Rewards are a type of extrinsic motivation. The motivation is coming from outside the person. It’s external, hence “extrinsic”. Praise is extrinsic. But if you have decided to use the desire of mastery to motivate people, instead of using rewards, you are using intrinsic motivation. The motivation is coming from inside the person. And the interesting thing is that extrinsic praise tends to dampen intrinsic motivation coming from the desire for mastery.
In a previous post I talked about how important feedback is if you are trying to stimulate the desire for mastery. You need to give lots of feedback to people on how they are doing in order to keep that intrinsic motivation going. BUT it’s important to note that research by Mark Lepper shows that if you give a reward when people do something it dampens their desire to do it for intrinsic reasons.
Valerie Shute analyzed hundreds of research studies on the use of feedback, and she reports that the best feedback separates objective feedback from praise. This makes sense in thinking about Mark Lepper’s research too. People don’t need your praise to keep going,and switching to praise takes the focus off of intrinsic motivation and puts it on extrinsic motivation. This may actually decrease the desire for mastery.
Combining feedback on what the person did incorrectly and what needs to change with praise can be confusing to the person receiving the feedback. Here’s an example. Let’s say Jerome is teaching Kathleen how to be a barista in a coffee shop. He has her try making a cup of coffee. Then he gives her feedback: “You didn’t clean out the filter thoroughly enough. All the residue needs to be flushed out. Let’s give that another try.”
His feedback was objective and did not include praise. What if Jerome had said, “You didn’t clean out the filter thoroughly enough. All the residue needs to be flushed out. Great job, though, for your first time. You’re really getting the hang of it! Let’s give that another try.”
The second way combines feedback and praise. It might make Jerome feel better, but it probably confuses Kathleen. Did she do the cleaning correctly or not?
You are going to have to decide whether to use the desire for mastery to motivate a particular person in a particular situation, or a reward. The desire for mastery is more powerful, so if possible try that first. And don’t mix in rewards with desire for mastery techniques. If you are going for the desire for mastery then keep your feedback objective and free of praise.
What do you think?
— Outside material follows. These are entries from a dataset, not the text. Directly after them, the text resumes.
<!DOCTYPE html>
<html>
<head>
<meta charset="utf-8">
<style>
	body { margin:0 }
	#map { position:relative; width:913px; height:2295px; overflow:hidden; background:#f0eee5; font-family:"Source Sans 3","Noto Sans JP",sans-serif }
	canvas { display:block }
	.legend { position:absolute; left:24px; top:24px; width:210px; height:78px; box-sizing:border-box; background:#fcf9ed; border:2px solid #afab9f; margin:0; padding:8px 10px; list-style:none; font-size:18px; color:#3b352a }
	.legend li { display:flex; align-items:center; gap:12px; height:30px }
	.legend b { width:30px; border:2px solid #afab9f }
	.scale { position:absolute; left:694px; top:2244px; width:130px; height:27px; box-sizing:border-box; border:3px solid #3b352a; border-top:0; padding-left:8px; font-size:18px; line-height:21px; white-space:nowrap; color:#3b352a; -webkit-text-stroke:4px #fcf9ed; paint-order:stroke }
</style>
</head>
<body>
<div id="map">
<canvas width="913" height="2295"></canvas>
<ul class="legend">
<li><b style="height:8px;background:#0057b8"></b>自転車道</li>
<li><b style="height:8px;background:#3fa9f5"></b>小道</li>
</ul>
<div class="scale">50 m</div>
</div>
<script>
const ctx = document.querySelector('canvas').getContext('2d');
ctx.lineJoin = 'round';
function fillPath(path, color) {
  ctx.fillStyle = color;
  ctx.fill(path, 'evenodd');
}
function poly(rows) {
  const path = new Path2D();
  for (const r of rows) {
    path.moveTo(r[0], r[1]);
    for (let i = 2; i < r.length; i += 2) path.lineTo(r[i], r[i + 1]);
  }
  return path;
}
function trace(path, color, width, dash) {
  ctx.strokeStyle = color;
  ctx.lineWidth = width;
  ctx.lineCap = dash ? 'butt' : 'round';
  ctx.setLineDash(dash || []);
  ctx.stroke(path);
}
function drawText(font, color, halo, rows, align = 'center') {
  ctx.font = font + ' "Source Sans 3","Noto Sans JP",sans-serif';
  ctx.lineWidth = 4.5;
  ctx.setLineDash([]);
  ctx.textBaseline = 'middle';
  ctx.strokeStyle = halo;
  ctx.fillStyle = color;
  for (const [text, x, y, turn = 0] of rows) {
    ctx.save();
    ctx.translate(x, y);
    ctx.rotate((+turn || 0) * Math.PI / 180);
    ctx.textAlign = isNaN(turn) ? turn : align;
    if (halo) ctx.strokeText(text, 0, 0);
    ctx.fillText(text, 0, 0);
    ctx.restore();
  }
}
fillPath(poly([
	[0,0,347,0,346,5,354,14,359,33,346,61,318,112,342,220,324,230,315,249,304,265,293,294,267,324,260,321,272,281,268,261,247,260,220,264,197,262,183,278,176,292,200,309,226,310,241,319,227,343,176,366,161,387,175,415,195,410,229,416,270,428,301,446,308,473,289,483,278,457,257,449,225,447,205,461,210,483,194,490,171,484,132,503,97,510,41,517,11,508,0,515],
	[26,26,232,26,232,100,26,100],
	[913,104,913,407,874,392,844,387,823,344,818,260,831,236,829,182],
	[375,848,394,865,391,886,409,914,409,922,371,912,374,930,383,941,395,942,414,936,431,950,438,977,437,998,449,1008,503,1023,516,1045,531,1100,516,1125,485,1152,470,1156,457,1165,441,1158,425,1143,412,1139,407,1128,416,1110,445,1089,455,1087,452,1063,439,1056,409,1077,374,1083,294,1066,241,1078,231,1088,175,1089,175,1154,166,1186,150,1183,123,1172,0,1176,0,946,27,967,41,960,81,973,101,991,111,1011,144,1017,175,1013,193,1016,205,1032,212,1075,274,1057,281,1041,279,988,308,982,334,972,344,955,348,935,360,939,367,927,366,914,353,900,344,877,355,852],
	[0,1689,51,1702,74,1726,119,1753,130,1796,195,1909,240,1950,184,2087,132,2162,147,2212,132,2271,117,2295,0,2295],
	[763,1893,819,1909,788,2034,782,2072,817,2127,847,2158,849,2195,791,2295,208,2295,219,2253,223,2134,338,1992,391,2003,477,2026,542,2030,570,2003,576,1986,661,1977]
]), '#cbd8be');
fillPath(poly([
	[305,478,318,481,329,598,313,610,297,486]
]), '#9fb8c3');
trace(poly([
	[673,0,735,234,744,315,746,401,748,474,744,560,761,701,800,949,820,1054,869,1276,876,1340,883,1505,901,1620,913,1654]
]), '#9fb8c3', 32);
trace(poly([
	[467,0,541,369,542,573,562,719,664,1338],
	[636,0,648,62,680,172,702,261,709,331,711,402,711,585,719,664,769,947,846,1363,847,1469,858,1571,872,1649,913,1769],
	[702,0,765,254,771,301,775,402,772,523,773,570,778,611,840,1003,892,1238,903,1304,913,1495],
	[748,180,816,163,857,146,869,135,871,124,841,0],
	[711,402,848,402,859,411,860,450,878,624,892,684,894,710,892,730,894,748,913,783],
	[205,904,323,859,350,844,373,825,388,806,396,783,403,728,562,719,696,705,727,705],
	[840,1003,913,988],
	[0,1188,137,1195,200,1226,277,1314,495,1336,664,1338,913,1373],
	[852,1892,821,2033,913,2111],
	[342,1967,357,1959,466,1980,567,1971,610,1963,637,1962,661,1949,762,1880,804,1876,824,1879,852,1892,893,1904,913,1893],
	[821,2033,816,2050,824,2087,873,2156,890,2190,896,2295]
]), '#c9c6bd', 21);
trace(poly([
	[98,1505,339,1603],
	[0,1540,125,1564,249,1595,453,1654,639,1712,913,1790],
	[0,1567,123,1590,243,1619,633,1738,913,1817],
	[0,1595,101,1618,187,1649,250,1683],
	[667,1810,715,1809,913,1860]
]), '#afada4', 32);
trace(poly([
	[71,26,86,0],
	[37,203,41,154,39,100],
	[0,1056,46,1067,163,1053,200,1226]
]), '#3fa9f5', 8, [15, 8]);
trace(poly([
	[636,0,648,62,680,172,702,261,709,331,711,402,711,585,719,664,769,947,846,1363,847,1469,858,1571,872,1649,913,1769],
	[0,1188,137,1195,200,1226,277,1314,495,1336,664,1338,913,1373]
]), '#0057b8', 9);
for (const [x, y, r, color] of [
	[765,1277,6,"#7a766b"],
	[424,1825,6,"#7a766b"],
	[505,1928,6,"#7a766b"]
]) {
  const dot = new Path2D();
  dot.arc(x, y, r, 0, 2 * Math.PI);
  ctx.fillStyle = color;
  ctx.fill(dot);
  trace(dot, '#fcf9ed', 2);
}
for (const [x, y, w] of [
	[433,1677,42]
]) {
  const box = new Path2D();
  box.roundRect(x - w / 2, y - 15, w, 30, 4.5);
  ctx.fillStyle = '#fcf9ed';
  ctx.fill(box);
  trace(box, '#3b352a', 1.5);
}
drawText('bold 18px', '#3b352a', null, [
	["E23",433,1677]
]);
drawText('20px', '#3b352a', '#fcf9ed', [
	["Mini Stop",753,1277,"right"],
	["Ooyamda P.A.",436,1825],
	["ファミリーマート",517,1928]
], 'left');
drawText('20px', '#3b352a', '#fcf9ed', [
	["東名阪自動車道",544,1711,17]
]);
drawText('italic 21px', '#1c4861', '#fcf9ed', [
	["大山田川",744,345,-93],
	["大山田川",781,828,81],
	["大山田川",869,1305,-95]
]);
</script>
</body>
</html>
Have you tried different kinds of feedback?
Here are the Shute and Lepper references:
Shute, Valerie. 2007. Focus on Formative Feedback. http://www.ets.org/Media/ Research/pdf/RR-07-11.pdf.
Lepper, Mark, David Greene, and Richard Nisbett. 1973. “Undermining children’s intrinsic interest with extrinsic reward: A test of the ‘overjustification’ hypothesis.” Journal of Personality and Social Psychology 28(1): 129–37.